Required action
Your answer should consist of each line below that contains the string "addColorStop".
***** Given data *****
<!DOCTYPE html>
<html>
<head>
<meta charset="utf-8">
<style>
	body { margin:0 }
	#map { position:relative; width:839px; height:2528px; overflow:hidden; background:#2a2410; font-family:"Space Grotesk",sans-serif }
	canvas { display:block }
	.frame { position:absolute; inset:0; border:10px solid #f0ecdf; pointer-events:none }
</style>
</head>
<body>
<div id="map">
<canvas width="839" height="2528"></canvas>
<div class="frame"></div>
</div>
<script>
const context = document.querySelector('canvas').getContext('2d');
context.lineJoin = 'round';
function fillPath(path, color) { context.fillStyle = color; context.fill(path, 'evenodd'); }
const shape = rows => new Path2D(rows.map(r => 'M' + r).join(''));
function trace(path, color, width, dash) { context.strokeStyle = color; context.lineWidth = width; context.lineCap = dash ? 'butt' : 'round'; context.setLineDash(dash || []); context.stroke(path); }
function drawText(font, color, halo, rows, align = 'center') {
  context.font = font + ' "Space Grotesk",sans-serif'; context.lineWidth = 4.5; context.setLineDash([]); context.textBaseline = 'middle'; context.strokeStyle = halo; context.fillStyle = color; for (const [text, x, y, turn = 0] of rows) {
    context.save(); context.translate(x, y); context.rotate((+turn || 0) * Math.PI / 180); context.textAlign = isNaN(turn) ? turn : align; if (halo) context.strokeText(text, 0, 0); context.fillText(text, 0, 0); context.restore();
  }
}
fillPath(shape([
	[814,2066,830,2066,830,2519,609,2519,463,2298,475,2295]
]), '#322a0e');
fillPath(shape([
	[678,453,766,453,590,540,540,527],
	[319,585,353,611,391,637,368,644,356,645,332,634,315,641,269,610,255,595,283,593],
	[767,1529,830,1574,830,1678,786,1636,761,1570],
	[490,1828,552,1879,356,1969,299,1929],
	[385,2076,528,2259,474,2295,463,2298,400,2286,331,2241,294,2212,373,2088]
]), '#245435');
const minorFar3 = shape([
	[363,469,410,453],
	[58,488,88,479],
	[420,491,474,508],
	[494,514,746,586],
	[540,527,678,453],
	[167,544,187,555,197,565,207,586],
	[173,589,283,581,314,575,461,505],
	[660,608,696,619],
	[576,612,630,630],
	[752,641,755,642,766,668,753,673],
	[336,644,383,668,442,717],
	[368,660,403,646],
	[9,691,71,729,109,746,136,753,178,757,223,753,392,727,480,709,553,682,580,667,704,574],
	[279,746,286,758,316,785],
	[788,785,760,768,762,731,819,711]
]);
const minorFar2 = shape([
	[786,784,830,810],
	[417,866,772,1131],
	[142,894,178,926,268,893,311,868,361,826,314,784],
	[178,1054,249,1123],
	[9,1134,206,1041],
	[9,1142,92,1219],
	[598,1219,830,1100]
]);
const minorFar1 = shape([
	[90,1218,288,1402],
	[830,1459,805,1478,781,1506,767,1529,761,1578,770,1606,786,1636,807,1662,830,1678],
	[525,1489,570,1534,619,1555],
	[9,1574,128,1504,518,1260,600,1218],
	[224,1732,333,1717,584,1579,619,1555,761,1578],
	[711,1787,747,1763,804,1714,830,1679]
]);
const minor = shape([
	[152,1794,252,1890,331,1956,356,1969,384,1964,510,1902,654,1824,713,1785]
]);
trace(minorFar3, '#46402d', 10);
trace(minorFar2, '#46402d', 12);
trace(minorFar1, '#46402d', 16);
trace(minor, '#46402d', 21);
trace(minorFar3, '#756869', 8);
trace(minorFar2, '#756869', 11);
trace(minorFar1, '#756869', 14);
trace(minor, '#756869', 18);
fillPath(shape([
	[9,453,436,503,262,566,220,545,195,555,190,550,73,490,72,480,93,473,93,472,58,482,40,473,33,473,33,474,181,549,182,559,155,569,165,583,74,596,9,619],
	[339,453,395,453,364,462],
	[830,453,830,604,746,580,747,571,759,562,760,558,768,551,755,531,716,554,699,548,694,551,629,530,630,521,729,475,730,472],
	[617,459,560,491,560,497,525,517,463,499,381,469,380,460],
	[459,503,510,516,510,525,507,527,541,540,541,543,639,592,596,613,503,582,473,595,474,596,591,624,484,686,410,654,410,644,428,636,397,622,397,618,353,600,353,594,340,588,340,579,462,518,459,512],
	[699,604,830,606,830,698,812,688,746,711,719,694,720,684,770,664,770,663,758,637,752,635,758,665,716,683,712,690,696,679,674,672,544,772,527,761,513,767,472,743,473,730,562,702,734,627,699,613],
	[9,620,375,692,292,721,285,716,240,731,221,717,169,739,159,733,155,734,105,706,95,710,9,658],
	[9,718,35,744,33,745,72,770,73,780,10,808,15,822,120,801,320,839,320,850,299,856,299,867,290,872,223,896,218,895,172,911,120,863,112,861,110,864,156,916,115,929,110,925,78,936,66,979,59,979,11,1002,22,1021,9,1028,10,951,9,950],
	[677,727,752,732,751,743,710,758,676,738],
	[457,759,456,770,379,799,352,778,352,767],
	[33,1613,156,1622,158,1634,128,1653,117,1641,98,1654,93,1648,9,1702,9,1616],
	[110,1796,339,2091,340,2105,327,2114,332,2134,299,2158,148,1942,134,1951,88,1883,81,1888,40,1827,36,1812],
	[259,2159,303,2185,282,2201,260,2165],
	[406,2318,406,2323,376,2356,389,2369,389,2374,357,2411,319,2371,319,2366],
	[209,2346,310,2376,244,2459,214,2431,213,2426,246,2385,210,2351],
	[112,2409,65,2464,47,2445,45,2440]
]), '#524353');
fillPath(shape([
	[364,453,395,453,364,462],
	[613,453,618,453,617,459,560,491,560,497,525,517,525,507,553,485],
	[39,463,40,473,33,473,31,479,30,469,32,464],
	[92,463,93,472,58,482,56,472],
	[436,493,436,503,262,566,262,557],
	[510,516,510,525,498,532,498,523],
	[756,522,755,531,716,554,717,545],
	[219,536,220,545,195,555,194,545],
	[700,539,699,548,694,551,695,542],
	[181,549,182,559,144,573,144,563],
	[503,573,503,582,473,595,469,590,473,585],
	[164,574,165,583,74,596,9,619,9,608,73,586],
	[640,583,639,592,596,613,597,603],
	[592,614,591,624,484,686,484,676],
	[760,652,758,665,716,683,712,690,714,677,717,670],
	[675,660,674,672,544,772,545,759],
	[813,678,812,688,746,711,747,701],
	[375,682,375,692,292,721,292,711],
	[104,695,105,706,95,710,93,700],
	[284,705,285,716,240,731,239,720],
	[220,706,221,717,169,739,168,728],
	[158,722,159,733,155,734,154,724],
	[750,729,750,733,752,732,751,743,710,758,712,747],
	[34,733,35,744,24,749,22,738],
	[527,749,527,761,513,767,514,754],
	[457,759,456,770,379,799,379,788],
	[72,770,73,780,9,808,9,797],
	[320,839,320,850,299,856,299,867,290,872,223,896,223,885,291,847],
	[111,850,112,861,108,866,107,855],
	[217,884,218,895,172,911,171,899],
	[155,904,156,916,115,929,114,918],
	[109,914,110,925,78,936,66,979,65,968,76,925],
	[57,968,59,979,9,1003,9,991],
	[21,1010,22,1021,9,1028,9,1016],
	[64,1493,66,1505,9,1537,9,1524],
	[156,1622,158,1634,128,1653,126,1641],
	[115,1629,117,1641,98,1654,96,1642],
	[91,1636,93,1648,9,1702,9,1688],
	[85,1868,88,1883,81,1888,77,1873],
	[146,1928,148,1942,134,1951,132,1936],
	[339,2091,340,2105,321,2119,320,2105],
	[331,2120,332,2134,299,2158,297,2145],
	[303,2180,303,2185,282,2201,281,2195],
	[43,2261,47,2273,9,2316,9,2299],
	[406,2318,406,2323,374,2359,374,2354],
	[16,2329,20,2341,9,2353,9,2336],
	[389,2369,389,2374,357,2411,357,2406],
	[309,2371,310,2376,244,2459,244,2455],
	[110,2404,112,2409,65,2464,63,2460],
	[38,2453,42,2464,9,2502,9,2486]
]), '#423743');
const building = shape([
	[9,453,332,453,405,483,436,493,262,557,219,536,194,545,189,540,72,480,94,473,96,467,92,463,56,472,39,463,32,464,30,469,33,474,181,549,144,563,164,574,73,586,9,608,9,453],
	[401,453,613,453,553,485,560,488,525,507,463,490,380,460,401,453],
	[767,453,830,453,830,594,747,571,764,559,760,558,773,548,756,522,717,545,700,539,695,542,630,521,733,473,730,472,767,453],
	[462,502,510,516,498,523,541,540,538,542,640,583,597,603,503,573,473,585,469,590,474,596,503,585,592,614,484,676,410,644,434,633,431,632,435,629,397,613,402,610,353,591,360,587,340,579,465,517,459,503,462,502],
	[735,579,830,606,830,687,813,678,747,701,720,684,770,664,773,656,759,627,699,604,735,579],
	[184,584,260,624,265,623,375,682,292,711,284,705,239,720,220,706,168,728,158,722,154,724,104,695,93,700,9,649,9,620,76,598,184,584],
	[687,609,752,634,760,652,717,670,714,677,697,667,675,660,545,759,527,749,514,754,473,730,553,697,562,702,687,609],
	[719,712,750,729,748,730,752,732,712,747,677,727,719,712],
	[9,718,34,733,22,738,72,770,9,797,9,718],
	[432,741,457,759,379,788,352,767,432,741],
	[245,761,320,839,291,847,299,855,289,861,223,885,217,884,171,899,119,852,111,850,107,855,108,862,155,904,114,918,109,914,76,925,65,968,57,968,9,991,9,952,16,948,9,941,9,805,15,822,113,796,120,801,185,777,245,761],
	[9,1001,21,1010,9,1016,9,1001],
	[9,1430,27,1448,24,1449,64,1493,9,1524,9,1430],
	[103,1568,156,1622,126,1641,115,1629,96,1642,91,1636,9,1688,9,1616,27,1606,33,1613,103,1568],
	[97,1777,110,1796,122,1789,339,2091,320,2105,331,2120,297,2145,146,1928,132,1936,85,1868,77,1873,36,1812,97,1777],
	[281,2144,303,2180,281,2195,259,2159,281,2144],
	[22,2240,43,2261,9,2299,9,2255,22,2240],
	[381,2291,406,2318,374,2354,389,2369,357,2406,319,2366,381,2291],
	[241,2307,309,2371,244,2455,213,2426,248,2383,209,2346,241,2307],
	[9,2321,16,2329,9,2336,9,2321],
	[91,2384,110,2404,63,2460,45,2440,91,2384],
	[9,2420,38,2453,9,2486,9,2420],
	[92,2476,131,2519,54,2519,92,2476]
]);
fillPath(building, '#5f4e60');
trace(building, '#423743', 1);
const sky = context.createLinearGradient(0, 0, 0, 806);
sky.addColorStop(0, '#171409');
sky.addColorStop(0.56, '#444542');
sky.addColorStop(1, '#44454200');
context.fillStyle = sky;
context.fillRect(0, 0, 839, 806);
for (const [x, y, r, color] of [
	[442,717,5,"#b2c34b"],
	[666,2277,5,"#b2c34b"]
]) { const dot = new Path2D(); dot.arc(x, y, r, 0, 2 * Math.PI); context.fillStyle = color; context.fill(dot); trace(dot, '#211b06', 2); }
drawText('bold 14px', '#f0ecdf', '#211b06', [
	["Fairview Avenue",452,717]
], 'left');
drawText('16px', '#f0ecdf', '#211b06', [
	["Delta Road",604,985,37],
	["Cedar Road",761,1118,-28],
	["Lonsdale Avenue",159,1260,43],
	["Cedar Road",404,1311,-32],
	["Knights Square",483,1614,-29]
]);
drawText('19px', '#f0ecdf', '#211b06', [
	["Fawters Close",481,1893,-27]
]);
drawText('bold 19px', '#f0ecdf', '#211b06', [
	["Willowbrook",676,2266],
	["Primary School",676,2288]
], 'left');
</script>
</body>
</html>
*****
Task response
sky.addColorStop(0, '#171409');
sky.addColorStop(0.56, '#444542');
sky.addColorStop(1, '#44454200');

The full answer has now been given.